::: MATERIAL SUPPLIED
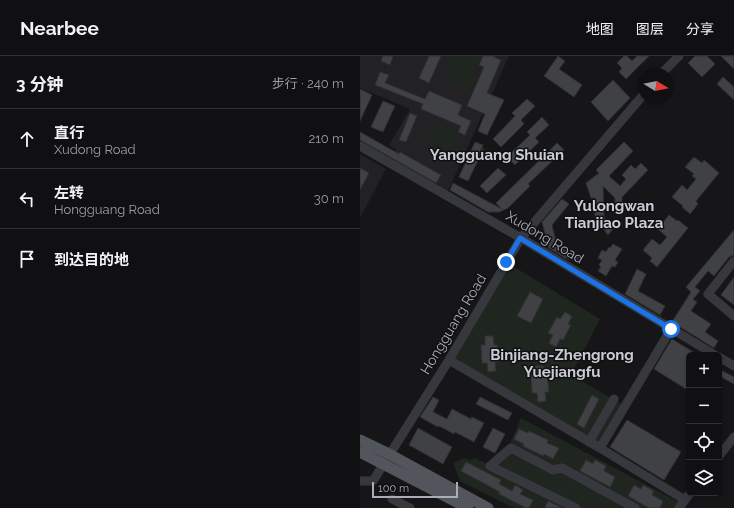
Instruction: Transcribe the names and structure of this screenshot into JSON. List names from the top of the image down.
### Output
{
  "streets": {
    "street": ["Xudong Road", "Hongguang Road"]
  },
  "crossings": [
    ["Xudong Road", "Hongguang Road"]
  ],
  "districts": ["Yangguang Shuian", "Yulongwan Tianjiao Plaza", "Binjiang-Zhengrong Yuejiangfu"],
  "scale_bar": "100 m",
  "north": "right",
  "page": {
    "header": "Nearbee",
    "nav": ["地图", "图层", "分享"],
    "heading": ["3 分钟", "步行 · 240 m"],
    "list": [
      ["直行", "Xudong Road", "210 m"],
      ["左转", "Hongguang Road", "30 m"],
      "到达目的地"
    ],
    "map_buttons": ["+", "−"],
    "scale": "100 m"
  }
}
::::::
TASK ITEM: Print the records exactly, every one. Leave out the pictures.

SOLUTION FOR THIS TASK:
Instruction: Transcribe the names and structure of this screenshot into JSON. List names from the top of the image down.
### Output
{
  "streets": {
    "street": ["Xudong Road", "Hongguang Road"]
  },
  "crossings": [
    ["Xudong Road", "Hongguang Road"]
  ],
  "districts": ["Yangguang Shuian", "Yulongwan Tianjiao Plaza", "Binjiang-Zhengrong Yuejiangfu"],
  "scale_bar": "100 m",
  "north": "right",
  "page": {
    "header": "Nearbee",
    "nav": ["地图", "图层", "分享"],
    "heading": ["3 分钟", "步行 · 240 m"],
    "list": [
      ["直行", "Xudong Road", "210 m"],
      ["左转", "Hongguang Road", "30 m"],
      "到达目的地"
    ],
    "map_buttons": ["+", "−"],
    "scale": "100 m"
  }
}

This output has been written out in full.